How to complete this task: Skip the images and print the listing exactly.

Input data:

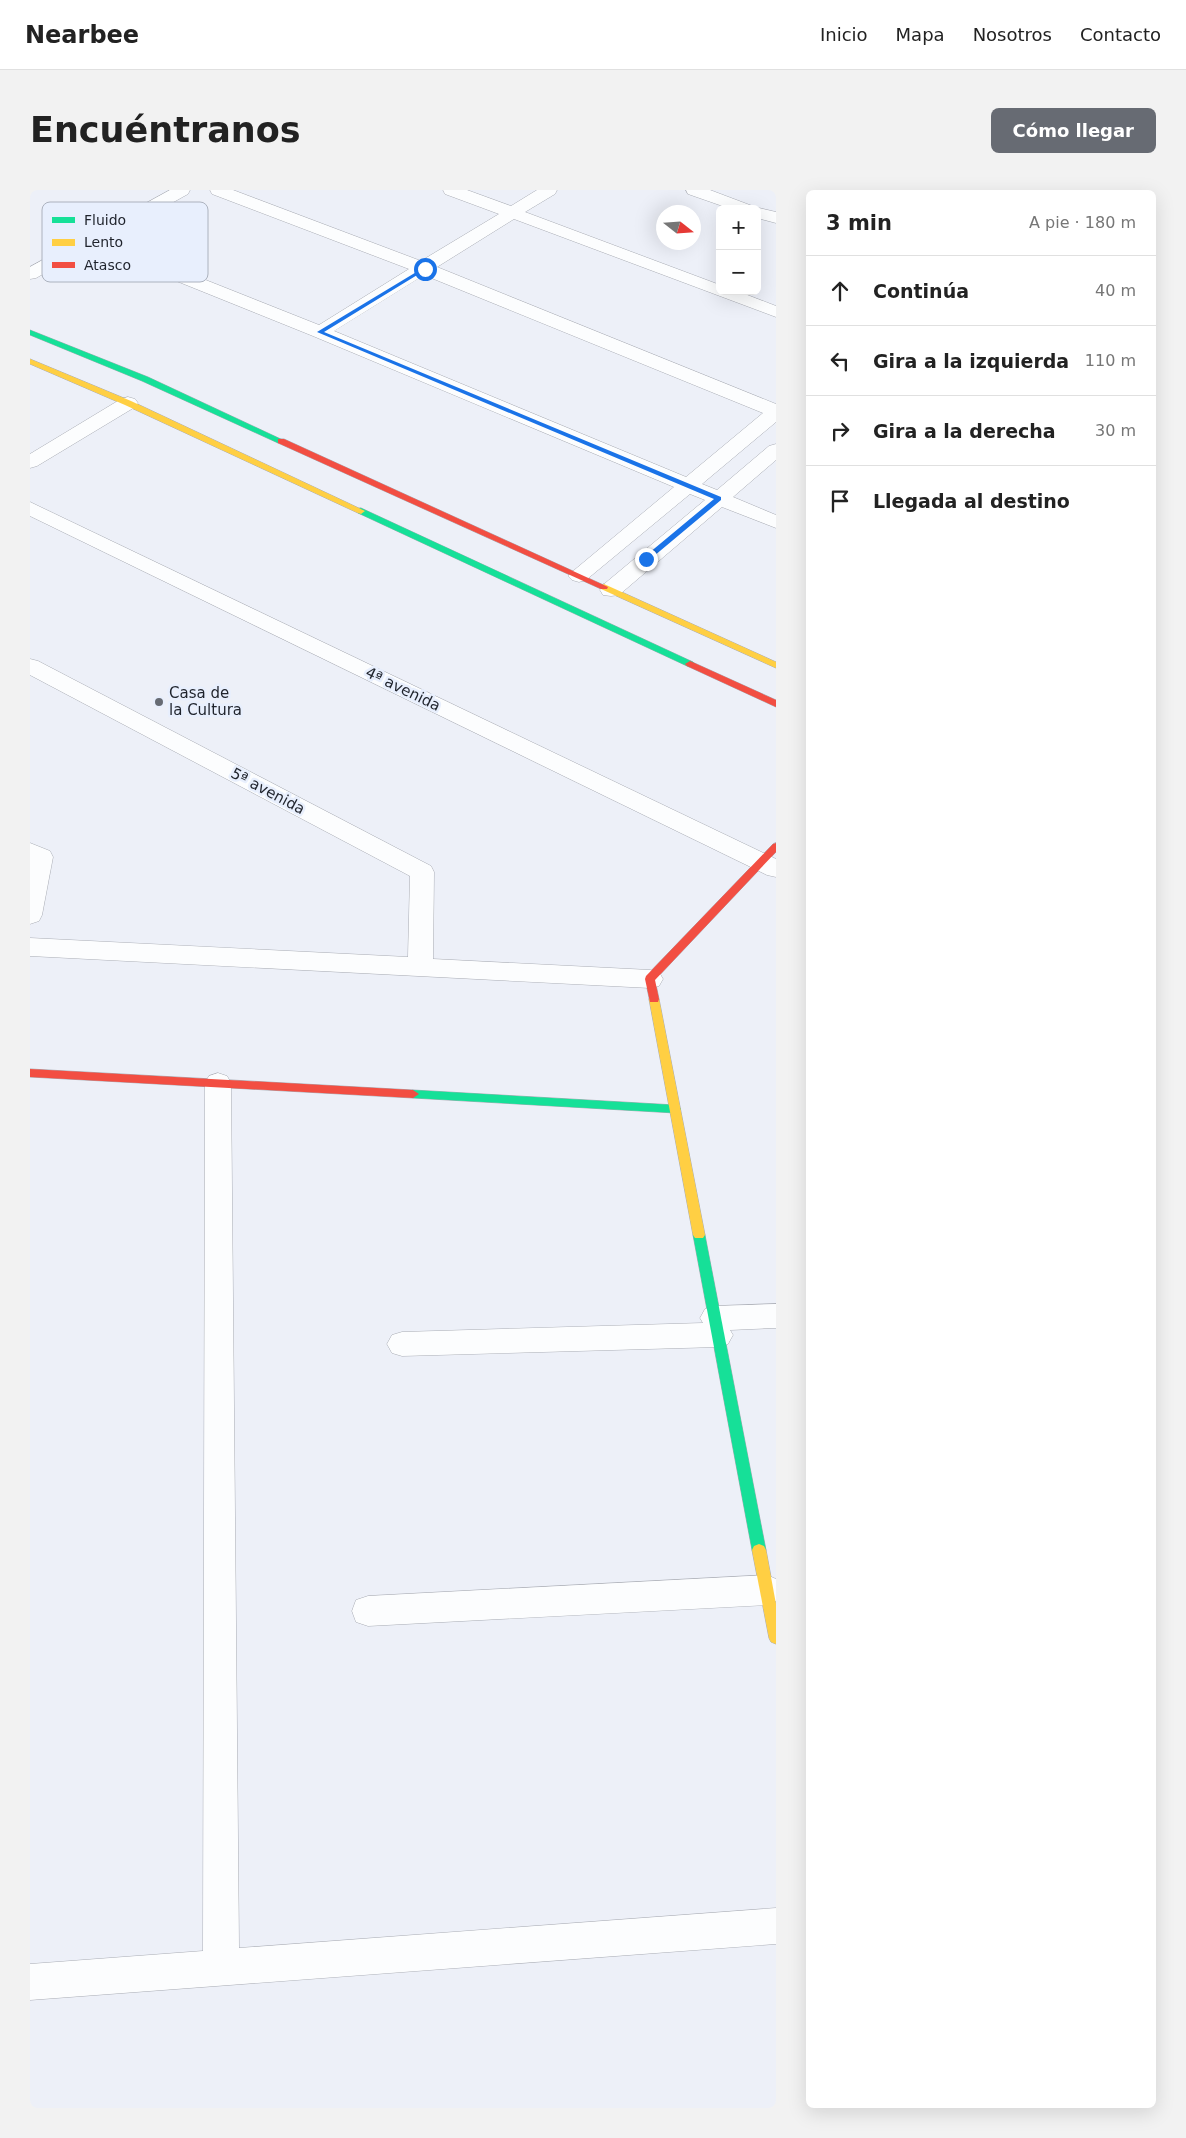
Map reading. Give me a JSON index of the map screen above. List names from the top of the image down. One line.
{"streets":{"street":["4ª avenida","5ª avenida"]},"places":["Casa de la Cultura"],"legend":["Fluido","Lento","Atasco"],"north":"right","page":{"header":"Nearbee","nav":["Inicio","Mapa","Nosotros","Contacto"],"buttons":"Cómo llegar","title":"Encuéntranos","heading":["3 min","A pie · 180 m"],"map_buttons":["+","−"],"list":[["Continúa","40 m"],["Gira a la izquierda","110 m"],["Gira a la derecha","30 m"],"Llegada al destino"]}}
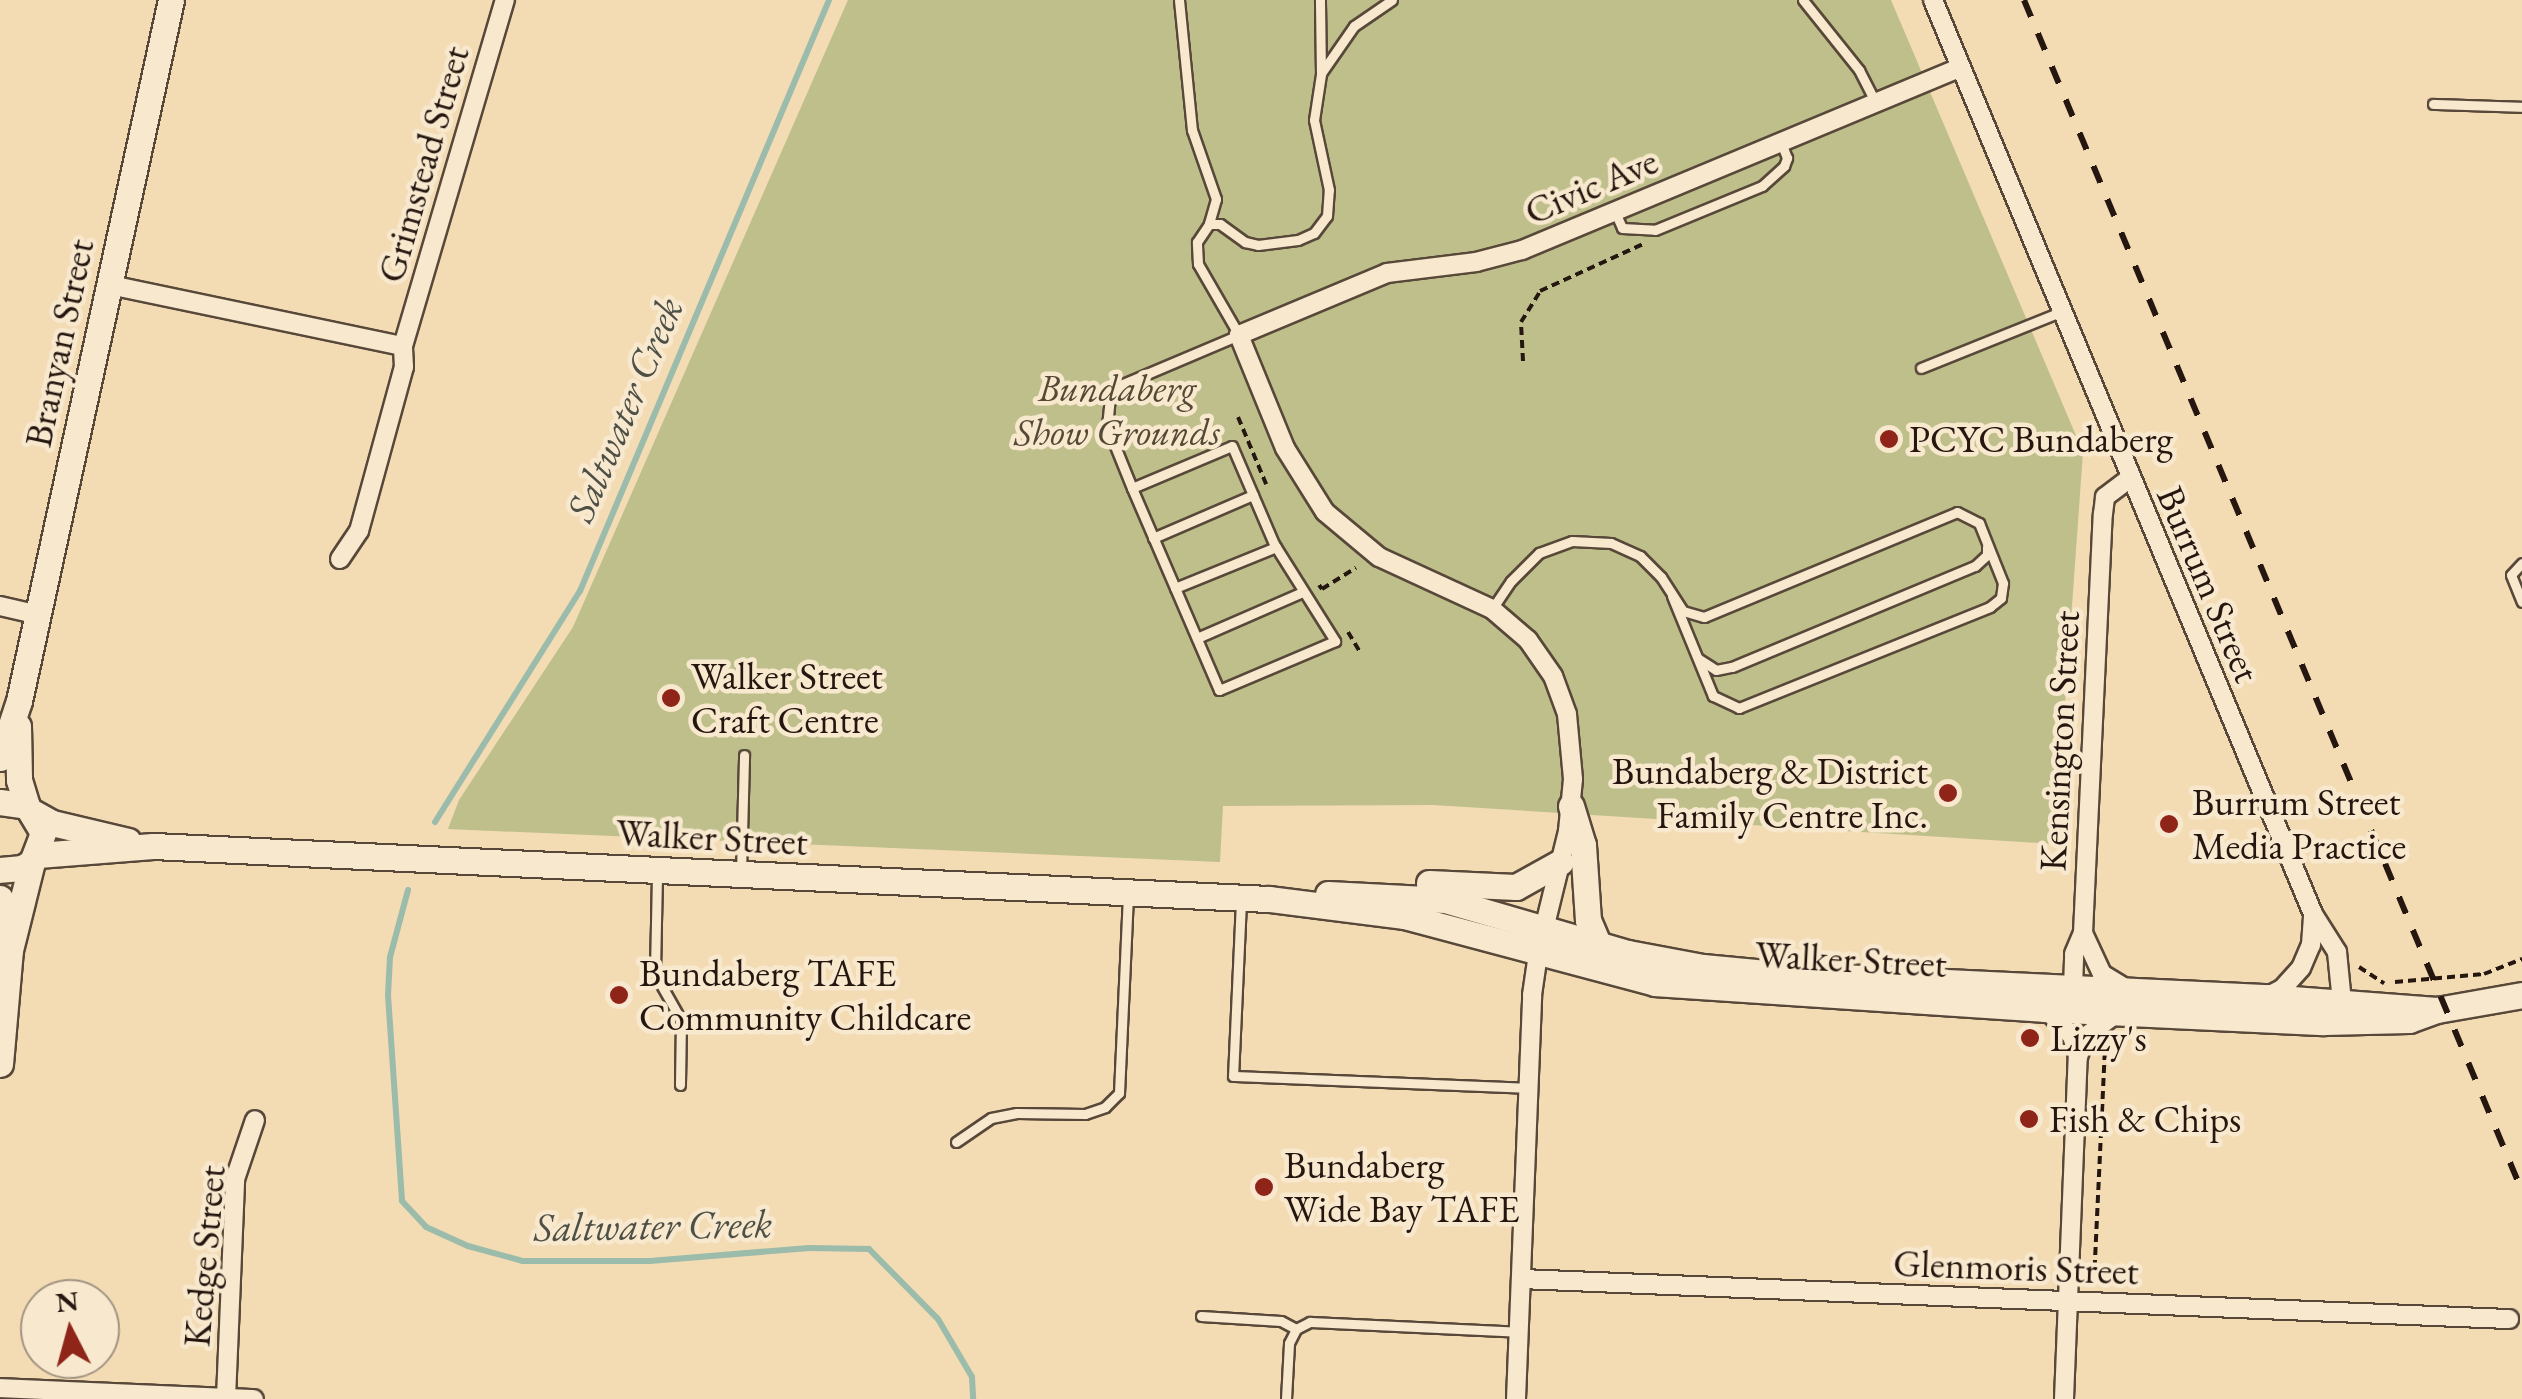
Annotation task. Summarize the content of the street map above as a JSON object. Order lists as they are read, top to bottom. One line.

Exercise result:
Map reading. Give me a JSON index of the map screen above. List names from the top of the image down. One line.
{"streets":{"street":["4ª avenida","5ª avenida"]},"places":["Casa de la Cultura"],"legend":["Fluido","Lento","Atasco"],"north":"right","page":{"header":"Nearbee","nav":["Inicio","Mapa","Nosotros","Contacto"],"buttons":"Cómo llegar","title":"Encuéntranos","heading":["3 min","A pie · 180 m"],"map_buttons":["+","−"],"list":[["Continúa","40 m"],["Gira a la izquierda","110 m"],["Gira a la derecha","30 m"],"Llegada al destino"]}}
Annotation task. Summarize the content of the street map above as a JSON object. Order lists as they are read, top to bottom. One line.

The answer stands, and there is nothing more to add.